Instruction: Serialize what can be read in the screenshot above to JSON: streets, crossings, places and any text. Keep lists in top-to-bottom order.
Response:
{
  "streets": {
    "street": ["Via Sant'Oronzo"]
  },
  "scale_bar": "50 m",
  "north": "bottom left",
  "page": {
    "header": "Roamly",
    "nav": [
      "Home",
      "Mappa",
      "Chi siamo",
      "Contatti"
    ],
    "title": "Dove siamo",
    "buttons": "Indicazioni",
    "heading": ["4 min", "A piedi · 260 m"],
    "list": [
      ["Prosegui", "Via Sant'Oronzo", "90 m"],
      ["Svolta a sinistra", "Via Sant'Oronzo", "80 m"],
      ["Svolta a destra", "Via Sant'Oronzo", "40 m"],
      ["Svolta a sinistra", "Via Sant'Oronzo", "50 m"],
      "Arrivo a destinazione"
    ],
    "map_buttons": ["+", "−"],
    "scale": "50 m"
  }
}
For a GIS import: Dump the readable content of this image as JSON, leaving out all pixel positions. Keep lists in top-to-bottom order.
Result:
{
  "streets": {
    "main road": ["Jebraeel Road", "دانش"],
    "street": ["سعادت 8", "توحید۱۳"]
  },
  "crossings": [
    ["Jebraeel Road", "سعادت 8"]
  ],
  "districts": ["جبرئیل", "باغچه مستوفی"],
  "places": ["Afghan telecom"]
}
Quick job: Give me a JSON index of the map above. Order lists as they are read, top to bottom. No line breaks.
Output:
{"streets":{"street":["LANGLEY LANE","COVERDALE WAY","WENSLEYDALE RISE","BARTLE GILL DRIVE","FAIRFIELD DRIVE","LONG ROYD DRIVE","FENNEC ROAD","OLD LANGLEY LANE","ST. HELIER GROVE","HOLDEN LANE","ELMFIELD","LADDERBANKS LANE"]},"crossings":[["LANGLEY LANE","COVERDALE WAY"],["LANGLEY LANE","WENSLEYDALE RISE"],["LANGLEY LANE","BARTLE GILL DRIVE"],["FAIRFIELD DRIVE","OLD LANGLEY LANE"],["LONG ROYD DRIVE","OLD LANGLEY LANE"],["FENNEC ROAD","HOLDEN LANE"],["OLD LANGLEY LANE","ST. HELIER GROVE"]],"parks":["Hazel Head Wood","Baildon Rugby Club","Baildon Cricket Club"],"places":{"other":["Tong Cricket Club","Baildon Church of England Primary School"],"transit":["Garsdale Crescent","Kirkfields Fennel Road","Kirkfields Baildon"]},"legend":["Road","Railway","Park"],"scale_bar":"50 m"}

About this exercise: From the data above, output every line exactly.

Problem solution:
Instruction: Serialize what can be read in the screenshot above to JSON: streets, crossings, places and any text. Keep lists in top-to-bottom order.
Response:
{
  "streets": {
    "street": ["Via Sant'Oronzo"]
  },
  "scale_bar": "50 m",
  "north": "bottom left",
  "page": {
    "header": "Roamly",
    "nav": [
      "Home",
      "Mappa",
      "Chi siamo",
      "Contatti"
    ],
    "title": "Dove siamo",
    "buttons": "Indicazioni",
    "heading": ["4 min", "A piedi · 260 m"],
    "list": [
      ["Prosegui", "Via Sant'Oronzo", "90 m"],
      ["Svolta a sinistra", "Via Sant'Oronzo", "80 m"],
      ["Svolta a destra", "Via Sant'Oronzo", "40 m"],
      ["Svolta a sinistra", "Via Sant'Oronzo", "50 m"],
      "Arrivo a destinazione"
    ],
    "map_buttons": ["+", "−"],
    "scale": "50 m"
  }
}
For a GIS import: Dump the readable content of this image as JSON, leaving out all pixel positions. Keep lists in top-to-bottom order.
Result:
{
  "streets": {
    "main road": ["Jebraeel Road", "دانش"],
    "street": ["سعادت 8", "توحید۱۳"]
  },
  "crossings": [
    ["Jebraeel Road", "سعادت 8"]
  ],
  "districts": ["جبرئیل", "باغچه مستوفی"],
  "places": ["Afghan telecom"]
}
Quick job: Give me a JSON index of the map above. Order lists as they are read, top to bottom. No line breaks.
Output:
{"streets":{"street":["LANGLEY LANE","COVERDALE WAY","WENSLEYDALE RISE","BARTLE GILL DRIVE","FAIRFIELD DRIVE","LONG ROYD DRIVE","FENNEC ROAD","OLD LANGLEY LANE","ST. HELIER GROVE","HOLDEN LANE","ELMFIELD","LADDERBANKS LANE"]},"crossings":[["LANGLEY LANE","COVERDALE WAY"],["LANGLEY LANE","WENSLEYDALE RISE"],["LANGLEY LANE","BARTLE GILL DRIVE"],["FAIRFIELD DRIVE","OLD LANGLEY LANE"],["LONG ROYD DRIVE","OLD LANGLEY LANE"],["FENNEC ROAD","HOLDEN LANE"],["OLD LANGLEY LANE","ST. HELIER GROVE"]],"parks":["Hazel Head Wood","Baildon Rugby Club","Baildon Cricket Club"],"places":{"other":["Tong Cricket Club","Baildon Church of England Primary School"],"transit":["Garsdale Crescent","Kirkfields Fennel Road","Kirkfields Baildon"]},"legend":["Road","Railway","Park"],"scale_bar":"50 m"}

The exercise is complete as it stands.